Поражение нервной системы наблюдается часто и проявляется умственной отсталостью, расстройством речи, гемиплегией, гемипарезами, спинной сухоткой.

Специфические ретиниты. Поражаются сосудистая оболочка, сетчатка, сосок зрительного нерва. На глазном дне выявляется типичная картина мелких пигментированных очагов в виде «соли и перца».

Дистрофии (стигмы) иногда указывают на ВС. Могут быть проявлением сифилитического поражения эндокринной, сердечно-сосудистой и нервной систем:

высокое («стрельчатое» или «готическое») твердое небо;

дистрофические изменения костей черепа: выступающие вперед лобные и теменные бугры, но без разделительной борозды;

добавочный бугорок Карабелли: на внутренней и боковой поверхности верхних моляров появляется добавочный бугорок;

отсутствие мечевидного отростка грудины (аксифоидия);

инфантильный мизинец (симптом Дюбуа – Гиссара) или укорочение мизинца (симптом Дюбуа);

широко расставленные верхние резцы (симптом Гаше).

утолщение грудино-ключичного сочленения (симптом Авситидийского);

• гипертрихия может наблюдаться как у девочек, так и у мальчиков. Нередко отмечается зарастание лба волосами.

Следует отметить, что диагностическое значение может иметь наличие лишь нескольких дистрофий (стигм) и только в сочетании с достоверными признаками сифилиса.

В установлении диагноза могут оказать неоценимую помощь стандартные серологические реакции, которые определяются как положительные РСК с трепонемными тестами (трепонемным антигеном – реакция Вассермана).

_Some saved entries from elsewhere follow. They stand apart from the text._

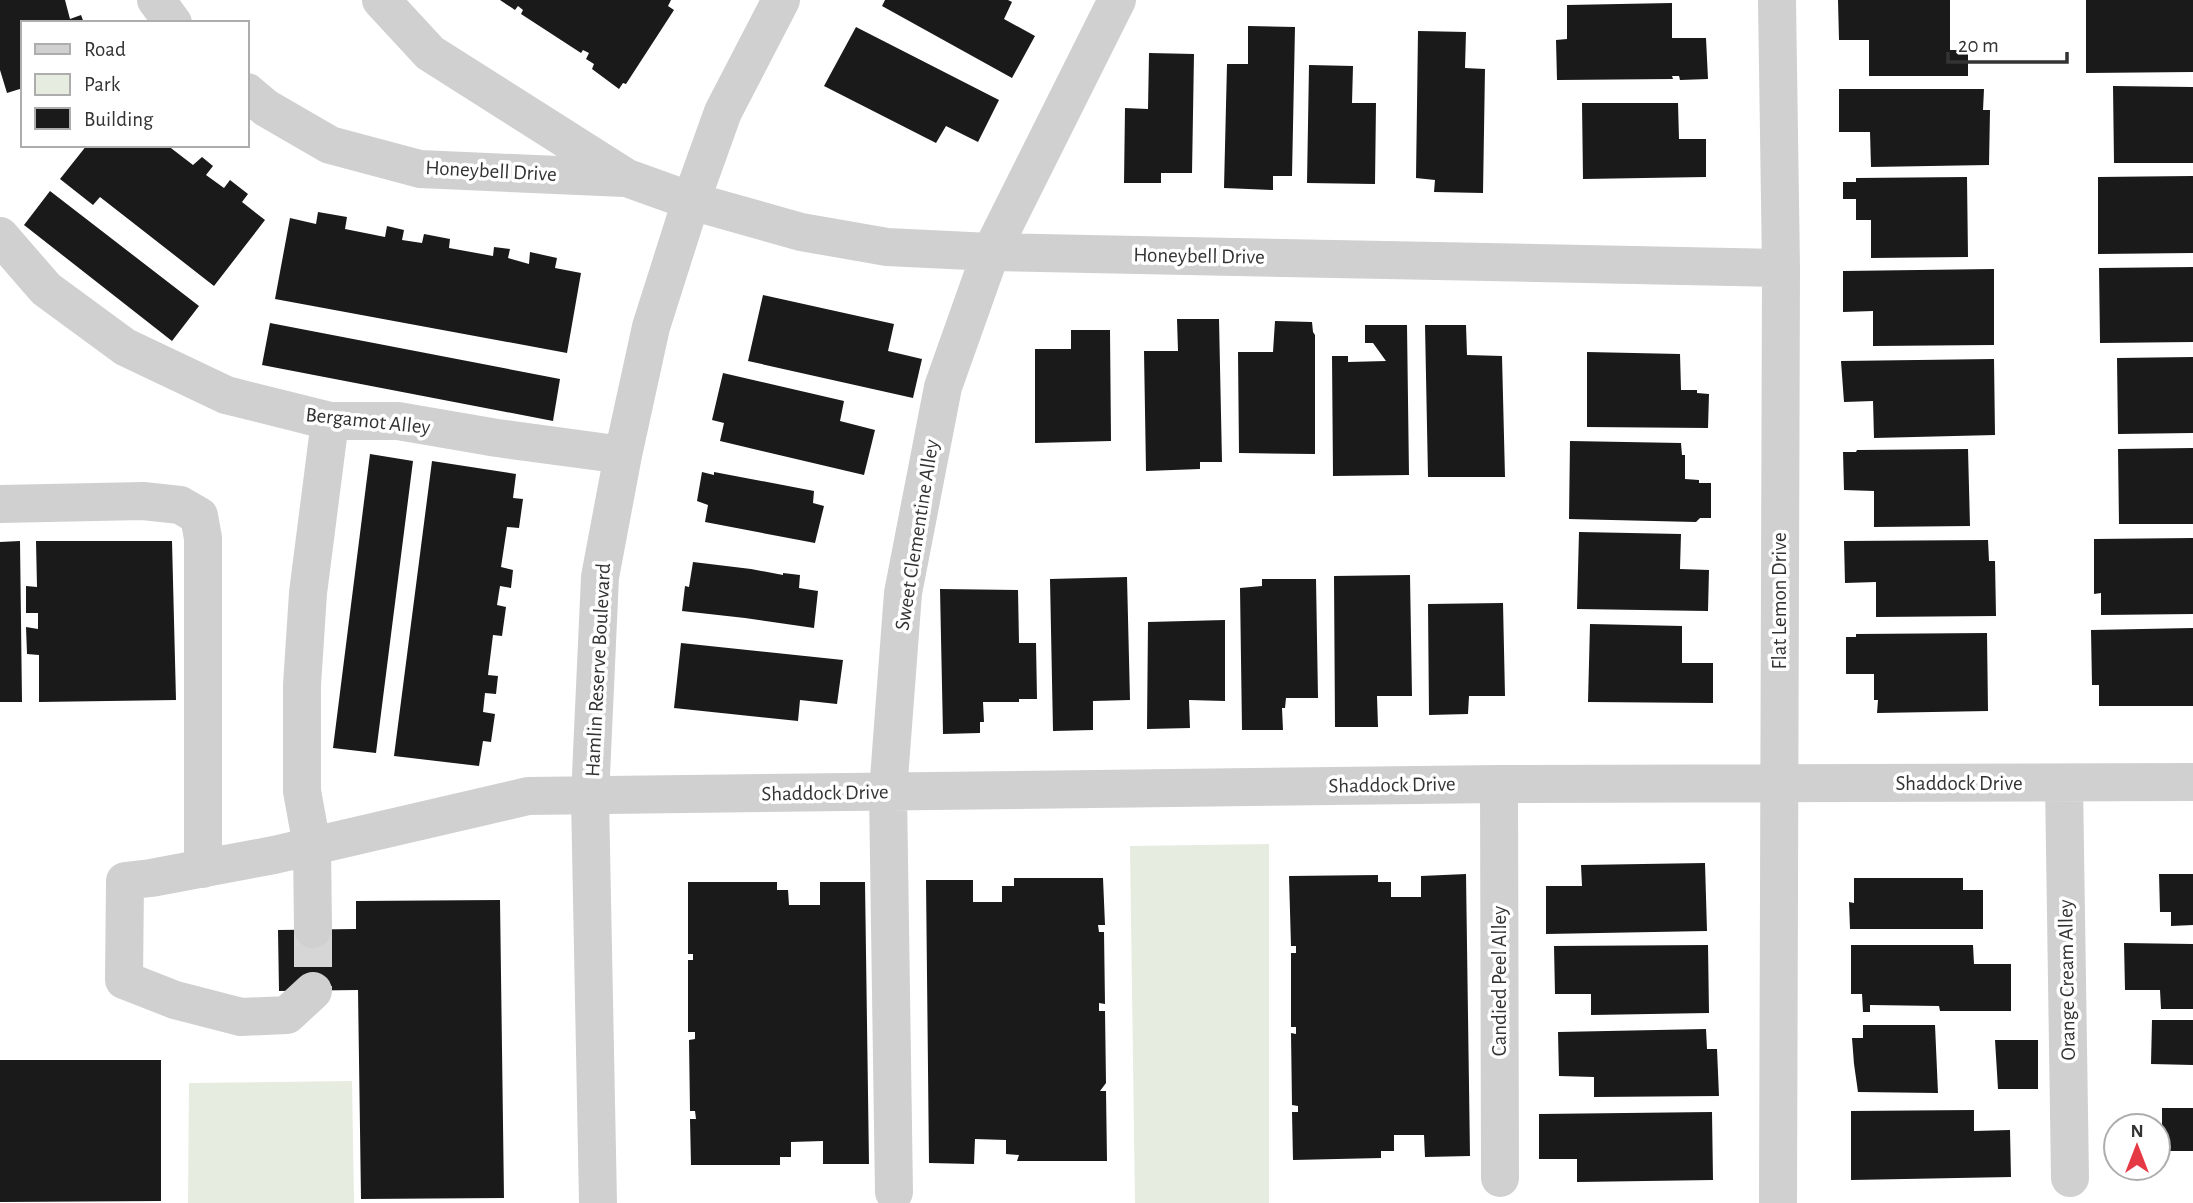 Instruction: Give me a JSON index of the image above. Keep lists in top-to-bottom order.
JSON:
{
  "streets": {
    "street": [
      "Honeybell Drive",
      "Bergamot Alley",
      "Sweet Clementine Alley",
      "Flat Lemon Drive",
      "Hamlin Reserve Boulevard",
      "Shaddock Drive",
      "Orange Cream Alley",
      "Candied Peel Alley"
    ]
  },
  "crossings": [
    ["Honeybell Drive", "Sweet Clementine Alley"],
    ["Honeybell Drive", "Flat Lemon Drive"],
    ["Honeybell Drive", "Hamlin Reserve Boulevard"],
    ["Bergamot Alley", "Hamlin Reserve Boulevard"],
    ["Sweet Clementine Alley", "Shaddock Drive"],
    ["Flat Lemon Drive", "Shaddock Drive"],
    ["Hamlin Reserve Boulevard", "Shaddock Drive"],
    ["Shaddock Drive", "Orange Cream Alley"],
    ["Shaddock Drive", "Candied Peel Alley"]
  ],
  "legend": ["Road", "Park", "Building"],
  "scale_bar": "20 m",
  "north": "top"
}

По последнему приказу и769 №23/10 «об утверждении клинического протокола оказания медицинской помощи детям с подозрением на врожденный сифилис  приведен алгоритм обследования новорожденных с подозрением на ВС с обязательными указаниями проводить серологические обследования образцов венозной крови новорожденных (пуповинная кровь в связи с наличием материнской крови может давать как псевдоположительные так и псевдоотрицательные результаты), а так же обязательное исследование крови реакция ИФА на выявление иммуноглобулина М к бледной трепонеме на 14й день после рождения (дифференциально диагностический метод ля установления врожденного сифилиса (т.к. в иммуноглобулин M материнский  в связи с большой молекулярной массой не проникает через плаценту в организм плода, поэтому положительные результаты ИФА к иммуноглобулину M на 14 день после рождения можно расценивать как проявление врожденного сифилиса.

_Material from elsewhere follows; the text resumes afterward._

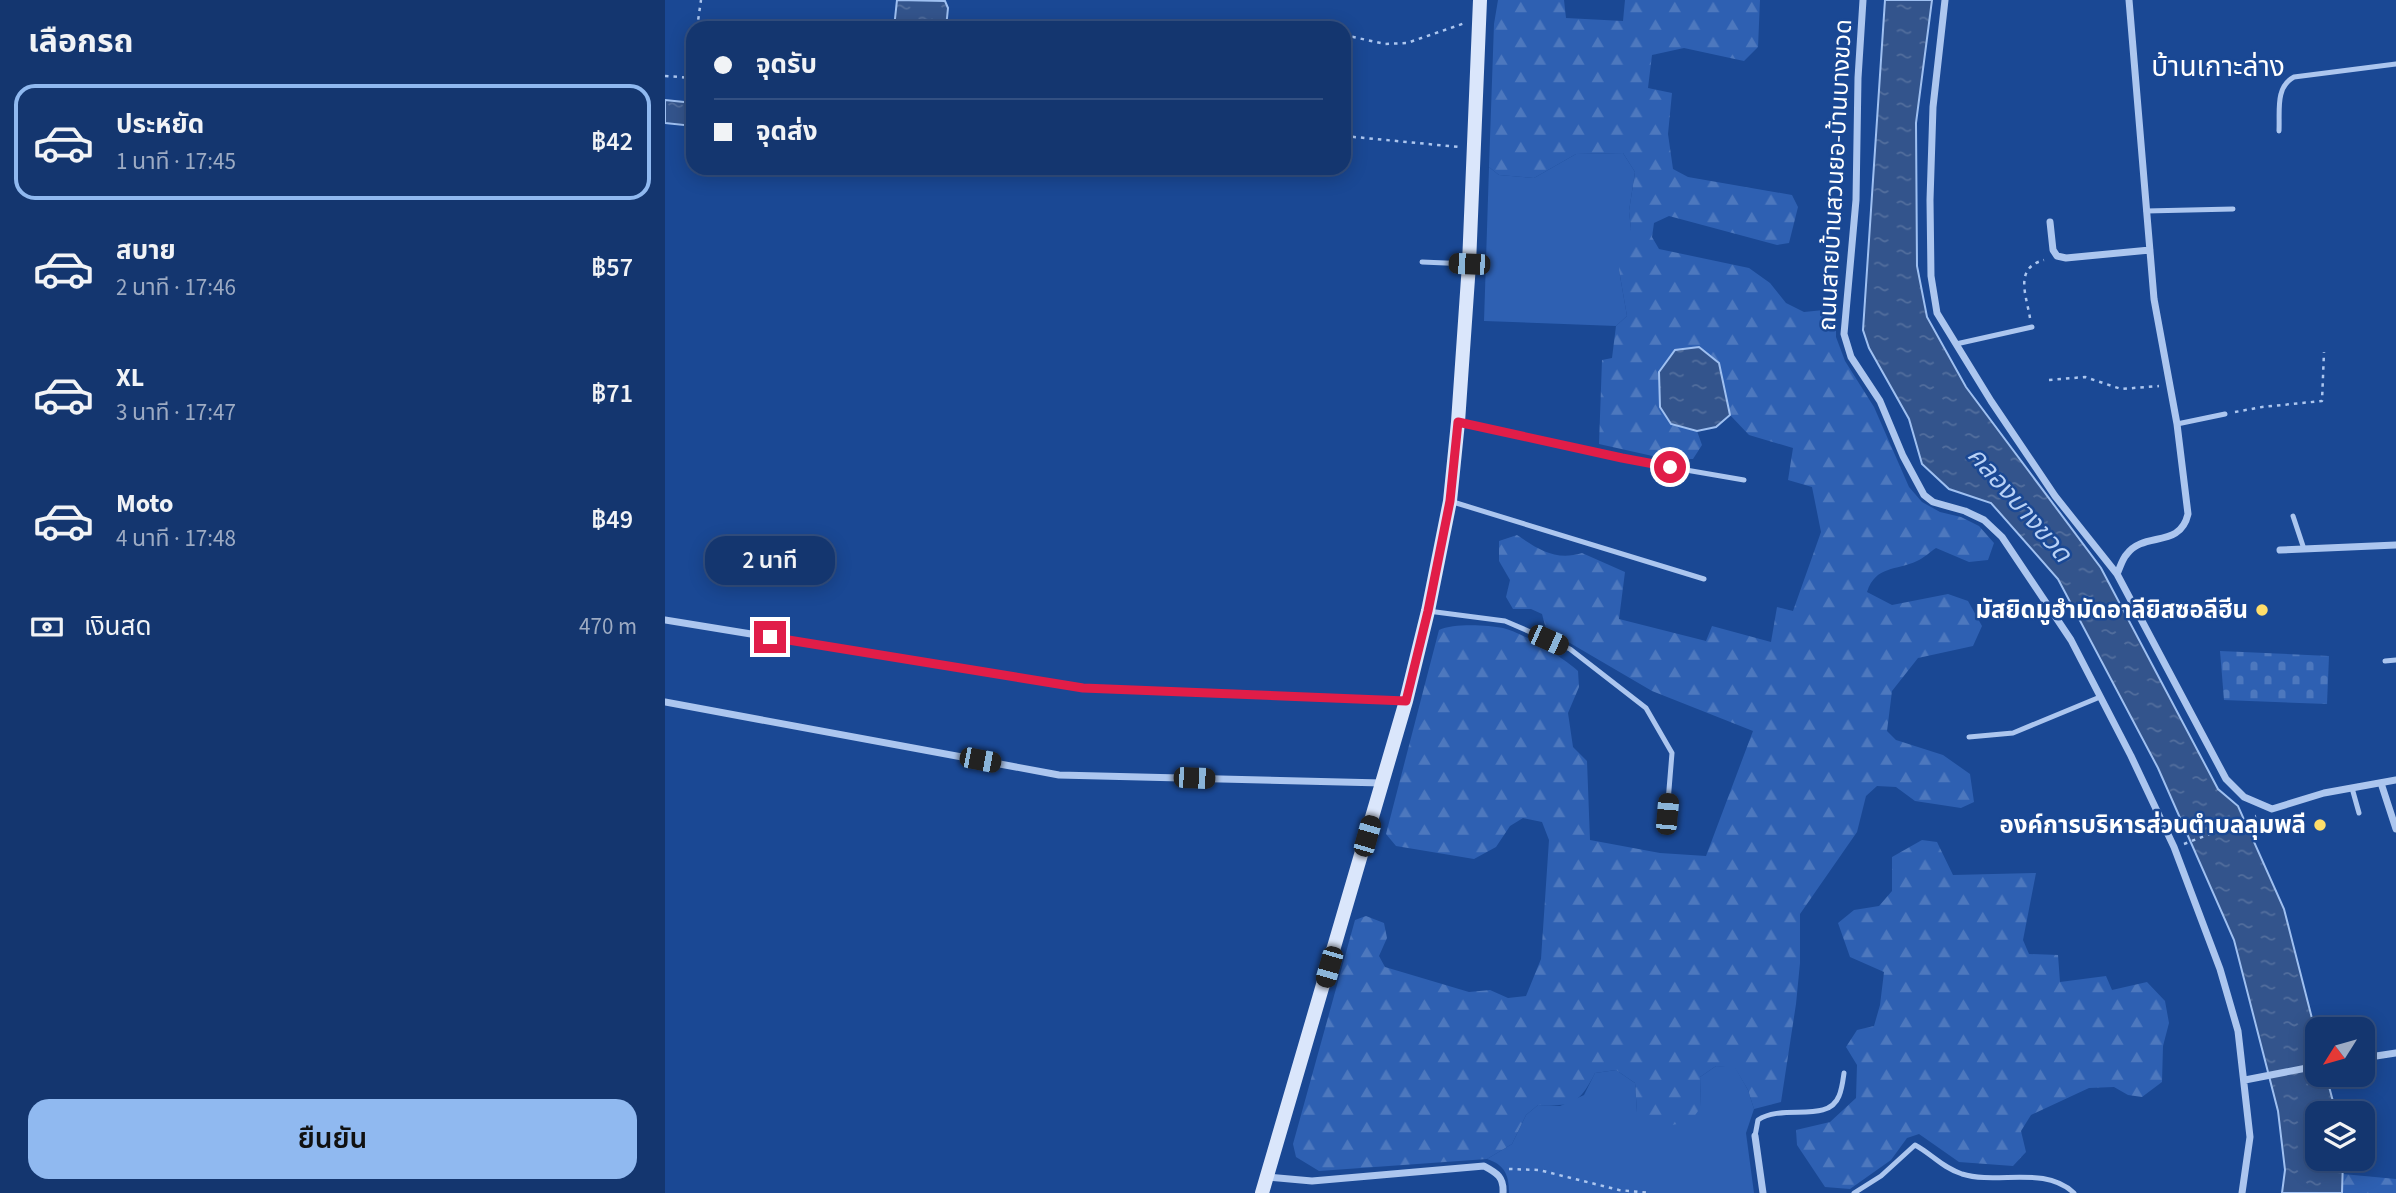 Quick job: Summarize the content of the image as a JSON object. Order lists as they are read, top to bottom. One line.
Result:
{"streets":{"street":["ถนนสายบ้านสวนยอ-บ้านบางขวด"]},"districts":["บ้านเกาะล่าง"],"water":["คลองบางขวด"],"places":["มัสยิดมูฮำมัดอาลียิสซอลีฮีน","องค์การบริหารส่วนตำบลลุมพลี"],"north":"bottom left","page":{"heading":"เลือกรถ","banner":["จุดรับ","จุดส่ง"],"list":[{"name":"ประหยัด","note":"1 นาที · 17:45","value":"฿42"},{"name":"สบาย","note":"2 นาที · 17:46","value":"฿57"},{"name":"XL","note":"3 นาที · 17:47","value":"฿71"},{"name":"Moto","note":"4 นาที · 17:48","value":"฿49"}],"bubble":"2 นาที","pay":["เงินสด","470 m"],"buttons":"ยืนยัน"}}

На современном этапе отмечается ряд особенностей клинической характеристики течения ВС:

повышается частота случаев недоношенности детей с ранним ВС;

клиническая картина характеризуется скудными проявлениями и менее выраженными симптомами;

свойственно латентное течение;

довольно часто наблюдается скрытая форма без клинических симптомов;

нередко отмечается течение с незначительной клиникой и отрицательными КСР, РИФ, РИБТ;

реже встречается сифилитический ринит, который протекает более доброкачественно;

преобладают незначительные поражения печени, селезенки.

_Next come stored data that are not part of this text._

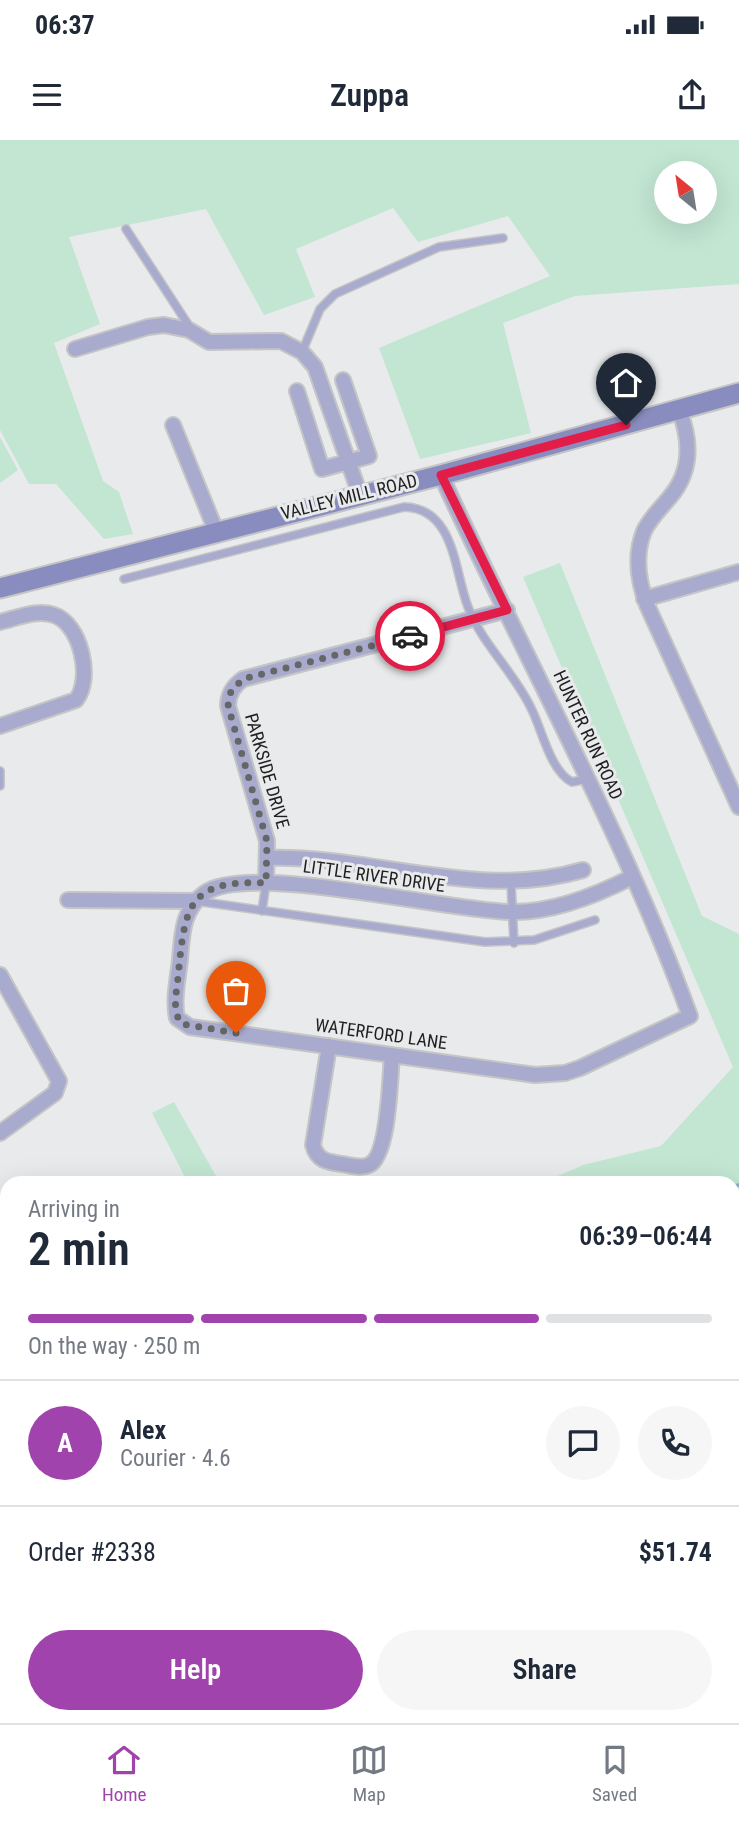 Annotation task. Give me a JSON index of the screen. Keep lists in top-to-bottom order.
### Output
{
  "streets": {
    "street": [
      "VALLEY MILL ROAD",
      "HUNTER RUN ROAD",
      "PARKSIDE DRIVE",
      "LITTLE RIVER DRIVE",
      "WATERFORD LANE"
    ]
  },
  "crossings": [
    ["VALLEY MILL ROAD", "HUNTER RUN ROAD"],
    ["HUNTER RUN ROAD", "PARKSIDE DRIVE"],
    ["HUNTER RUN ROAD", "LITTLE RIVER DRIVE"],
    ["HUNTER RUN ROAD", "WATERFORD LANE"],
    ["PARKSIDE DRIVE", "LITTLE RIVER DRIVE"],
    ["LITTLE RIVER DRIVE", "WATERFORD LANE"]
  ],
  "north": "top left",
  "page": {
    "status": "06:37",
    "header": "Zuppa",
    "heading": ["2 min", "Arriving in", "06:39–06:44"],
    "panel": [
      "Alex",
      "Courier · 4.6",
      "Order #2338",
      "$51.74"
    ],
    "bar": "On the way · 250 m",
    "round": "A",
    "buttons": ["Help", "Share"],
    "tabs": ["Home", "Map", "Saved"]
  }
}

среди поражений опорно-двигательного аппарата в основном наблюдаются остеохондриты І-ІІ степени, периоститы, а патогномоничные симптомы (псевдопаралич Парро) встречаются крайне редко;

При подозрении на ВС необходимо соблюдать диагностическую тактику, которая заключается в следующем:

проводить одномоментное обследование матери и ребенка;

следует также помнить, что положительные серологические реакции у ребенка могут быть обусловлены пассивной передачей антител от матери, но постепенно, в течение 4-6 мес после рождения, антитела исчезают и результаты исследования становятся отрицательными.